Hi Dhananjay,
You’re welcome, though I’m afraid I’ve not been that much help :).
I don’t know about the \Windows\ name, it’s interesting but I can’t tell
from the stack.
So InstanceSetup isn’t called in response to IO on the volume, it is called
when a filter is attached to a volume or when a volume is mounted, not on
the first IO (well, mounting actually happens on the first IO but let’s
leave that aside for now). It appears like the first IO matters in this
case because a minifilter is doing IO from its InstanceSetup, but if there
was no InstanceSetup IO then all minifilters would have their InstanceSetup
complete before seeing any IO at all… The problem is I don’t really
remember how instance setup works across multiple frames so maybe I have it
wrong, but it shouldn’t be too hard to figure out with a couple of
minifilters that print the various callbacks.

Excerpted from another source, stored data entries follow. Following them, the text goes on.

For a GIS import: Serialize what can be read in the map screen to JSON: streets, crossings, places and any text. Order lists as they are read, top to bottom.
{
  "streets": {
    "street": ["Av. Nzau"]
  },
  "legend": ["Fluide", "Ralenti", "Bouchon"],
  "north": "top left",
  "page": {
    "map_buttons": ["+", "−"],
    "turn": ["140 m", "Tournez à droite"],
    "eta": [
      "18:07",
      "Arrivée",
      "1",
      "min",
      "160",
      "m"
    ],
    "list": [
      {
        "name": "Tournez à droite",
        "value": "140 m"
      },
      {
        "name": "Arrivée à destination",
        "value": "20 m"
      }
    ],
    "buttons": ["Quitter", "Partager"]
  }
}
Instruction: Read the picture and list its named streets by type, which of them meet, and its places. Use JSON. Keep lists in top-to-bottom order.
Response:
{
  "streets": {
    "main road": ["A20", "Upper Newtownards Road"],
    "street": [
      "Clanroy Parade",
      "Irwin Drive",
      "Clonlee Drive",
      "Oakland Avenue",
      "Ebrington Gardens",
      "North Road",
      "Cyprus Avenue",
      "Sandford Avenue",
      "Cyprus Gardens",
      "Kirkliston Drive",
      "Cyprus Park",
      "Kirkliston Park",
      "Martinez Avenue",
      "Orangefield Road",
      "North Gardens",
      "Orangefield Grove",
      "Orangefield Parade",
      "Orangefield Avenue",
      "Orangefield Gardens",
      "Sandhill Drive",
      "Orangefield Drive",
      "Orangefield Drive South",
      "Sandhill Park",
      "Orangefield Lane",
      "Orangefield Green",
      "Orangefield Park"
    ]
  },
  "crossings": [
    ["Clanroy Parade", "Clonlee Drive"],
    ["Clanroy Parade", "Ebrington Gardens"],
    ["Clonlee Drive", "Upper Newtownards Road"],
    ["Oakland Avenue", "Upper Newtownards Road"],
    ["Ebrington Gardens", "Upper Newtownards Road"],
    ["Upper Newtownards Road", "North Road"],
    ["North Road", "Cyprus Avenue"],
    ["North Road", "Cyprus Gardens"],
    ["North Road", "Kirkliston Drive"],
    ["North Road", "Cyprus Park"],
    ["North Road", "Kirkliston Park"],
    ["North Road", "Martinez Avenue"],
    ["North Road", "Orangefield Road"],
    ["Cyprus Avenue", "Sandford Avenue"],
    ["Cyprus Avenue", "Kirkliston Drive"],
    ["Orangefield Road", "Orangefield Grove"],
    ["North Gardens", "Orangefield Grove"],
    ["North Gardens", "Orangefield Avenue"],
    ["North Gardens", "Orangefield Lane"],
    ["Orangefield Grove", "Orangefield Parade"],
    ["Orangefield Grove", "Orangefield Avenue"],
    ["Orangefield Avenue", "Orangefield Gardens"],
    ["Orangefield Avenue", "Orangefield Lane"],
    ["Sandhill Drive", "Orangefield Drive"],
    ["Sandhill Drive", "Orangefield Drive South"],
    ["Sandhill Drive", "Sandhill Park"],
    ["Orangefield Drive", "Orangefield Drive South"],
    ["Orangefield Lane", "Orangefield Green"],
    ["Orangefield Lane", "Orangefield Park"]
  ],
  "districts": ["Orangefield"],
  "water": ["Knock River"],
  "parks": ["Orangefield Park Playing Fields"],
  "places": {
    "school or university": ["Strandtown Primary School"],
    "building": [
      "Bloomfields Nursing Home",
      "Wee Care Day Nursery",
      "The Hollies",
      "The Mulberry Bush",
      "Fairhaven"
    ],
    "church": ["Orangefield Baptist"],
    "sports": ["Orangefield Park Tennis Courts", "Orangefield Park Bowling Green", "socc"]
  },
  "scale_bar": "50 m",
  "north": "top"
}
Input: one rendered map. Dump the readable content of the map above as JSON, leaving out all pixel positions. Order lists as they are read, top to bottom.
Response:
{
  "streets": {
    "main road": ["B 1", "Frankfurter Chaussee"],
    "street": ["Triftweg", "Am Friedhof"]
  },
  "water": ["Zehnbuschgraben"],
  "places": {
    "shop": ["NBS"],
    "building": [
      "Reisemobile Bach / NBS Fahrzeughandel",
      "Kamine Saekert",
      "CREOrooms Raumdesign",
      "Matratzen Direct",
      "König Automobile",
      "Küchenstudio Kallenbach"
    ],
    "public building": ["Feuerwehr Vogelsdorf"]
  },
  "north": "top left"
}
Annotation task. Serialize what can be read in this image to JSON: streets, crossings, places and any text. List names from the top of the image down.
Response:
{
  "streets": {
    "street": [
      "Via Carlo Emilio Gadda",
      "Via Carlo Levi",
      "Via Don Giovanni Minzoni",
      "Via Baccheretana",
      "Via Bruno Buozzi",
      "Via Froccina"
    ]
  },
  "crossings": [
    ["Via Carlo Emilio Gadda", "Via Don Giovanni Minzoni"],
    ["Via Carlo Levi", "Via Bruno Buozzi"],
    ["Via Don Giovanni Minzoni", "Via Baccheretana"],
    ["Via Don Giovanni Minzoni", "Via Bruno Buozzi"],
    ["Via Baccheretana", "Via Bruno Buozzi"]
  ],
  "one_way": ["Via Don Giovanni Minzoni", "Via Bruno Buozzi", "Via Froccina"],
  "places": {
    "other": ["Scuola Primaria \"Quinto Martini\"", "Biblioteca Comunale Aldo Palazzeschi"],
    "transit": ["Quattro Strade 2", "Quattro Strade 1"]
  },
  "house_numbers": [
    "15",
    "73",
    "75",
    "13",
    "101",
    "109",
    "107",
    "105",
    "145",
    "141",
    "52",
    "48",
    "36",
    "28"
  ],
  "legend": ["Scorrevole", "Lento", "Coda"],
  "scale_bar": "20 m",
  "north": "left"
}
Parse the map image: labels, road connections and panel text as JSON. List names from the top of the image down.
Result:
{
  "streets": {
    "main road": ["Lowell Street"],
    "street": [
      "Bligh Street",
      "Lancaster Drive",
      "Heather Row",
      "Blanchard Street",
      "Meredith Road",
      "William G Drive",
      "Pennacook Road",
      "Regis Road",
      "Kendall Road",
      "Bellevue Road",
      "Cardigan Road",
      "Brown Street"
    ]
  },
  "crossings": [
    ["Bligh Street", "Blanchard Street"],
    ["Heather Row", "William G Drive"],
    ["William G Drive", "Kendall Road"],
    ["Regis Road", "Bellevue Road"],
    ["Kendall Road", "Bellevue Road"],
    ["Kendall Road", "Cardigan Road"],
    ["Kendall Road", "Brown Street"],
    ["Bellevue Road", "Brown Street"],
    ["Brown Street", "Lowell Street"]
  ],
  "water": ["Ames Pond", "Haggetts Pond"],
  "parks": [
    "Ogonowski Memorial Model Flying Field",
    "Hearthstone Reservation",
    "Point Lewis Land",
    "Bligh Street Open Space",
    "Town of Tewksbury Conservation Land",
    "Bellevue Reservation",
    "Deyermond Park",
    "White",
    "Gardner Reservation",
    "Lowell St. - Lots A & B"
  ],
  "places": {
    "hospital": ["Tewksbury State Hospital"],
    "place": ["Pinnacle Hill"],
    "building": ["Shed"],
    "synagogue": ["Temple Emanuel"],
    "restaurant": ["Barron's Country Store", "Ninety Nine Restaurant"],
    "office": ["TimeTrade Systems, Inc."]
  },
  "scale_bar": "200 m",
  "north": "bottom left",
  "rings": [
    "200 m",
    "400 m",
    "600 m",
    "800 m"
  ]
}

Yeah, it’s a pretty tricky problem. IMO this is all due to layering
violation in the name resolution path… I’m afraid I don’t have a better
answer… Maybe just open the log file in a separate thread ?So that you
just keep logging but never blocking IO and whenever the worker thread
manages to open the file it can flush it. In this way you will never end up
blocking the InstanceSetup path…
Thanks,
Alex.
On Tue, Apr 29, 2014 at 4:04 AM, Dhananjay Kumar > wrote:
> Hi Alex,
> Thanks for your continuous help in solving the problem.
>
> I am not seeing a volume open I mean FO_VOLUME_OPEN flag is not set in the
> file_object only
> FO_SYNCHRONOUS_IO is set and as I have told you it’s name is \Windows.
> But in the stack we
> see fltmgr!FltpGetVolumeFromName just before the Create dispatch. (not
> sure why?)
>
> You mention that InstanceSetup is called in reverse order. Is this valid
> in a single frame or across
> frames?. Say the driver stack is like this:
>
> Frame1
> Legacy
> Frame0
>
> Now is it guaranteed that instancesetup of all minifilters in Frame0 will
> be called before miniflters in
> Frame1. If it is, can you give an overview about how is this thing
> implemented. I am asking this because
> the first IO will reach Frame1. Now Frame1 is not aware about
> instancesetup of Frame0 but it knows in
> it’s frame instancesetup is not called for minifilters yet. Now, if these
> minifilters don’t do an IO in
> their instancesetup then won’t their instancesetup be complete before
> minifilters in Frame 0 as they have
> not yet received their first IO?
>
>
> The design of our logging is exactly what you have mentioned where we
> write to a buffer and flush that
> buffer from a low-priority thread. But I am considering exactly when to
> open my log file. If I open
> my log file after I see the completion of first IO that my LegacyFilter
> receives I can guarantee
> that instancesetup of minifilters below me is called already. But what
> about minifilters above me.
> What if the first IO I receive is from the instancesetup of a driver above
> me. I will again end up in the
> same deadlock.
>
> Thanks
> Dhananjay
>
>
> On Fri, Apr 25, 2014 at 8:06 PM, Alex Carp wrote:
>
>> Hmm… so this gives me some ideas.
>> Since FltGetVolumeFromName does a volume open (i missed this but you’re
>> right, that’s why your filter sees the create), perhaps you could ignore
>> volume opens in your filter (normally I’d say look at FO_VOLUME_OPEN but
>> since you’re a legacy filter, see this post:
>> http://www.osronline.com/showThread.cfm?link=77301). You could probably
>> quickly do this as a test and see if it changes things.
>>
>> To address your second question, InstanceSetup is called in reverse
>> order, lowest altitude to highest. So in your example, FileInfo would be
>> called first, then Minifilter2 and then Minifilter1. This means that
>> each minifilter’s InstanceSetup can expect that all the filters below are
>> properly initialized, which is a requirement for being able to do IO from
>> InstanceSetup. So Minifilter2 is set up at this point and it’s processing
>> the create of the log file like it normally does. However, the point you
>> bring up is a good one, why isn’t your create get stuck on
>> FltpDoFilterNotificationForNewVolume() for Minifilter1? Do you copy the
>> ECPs from the original volume open create to the create you issue ?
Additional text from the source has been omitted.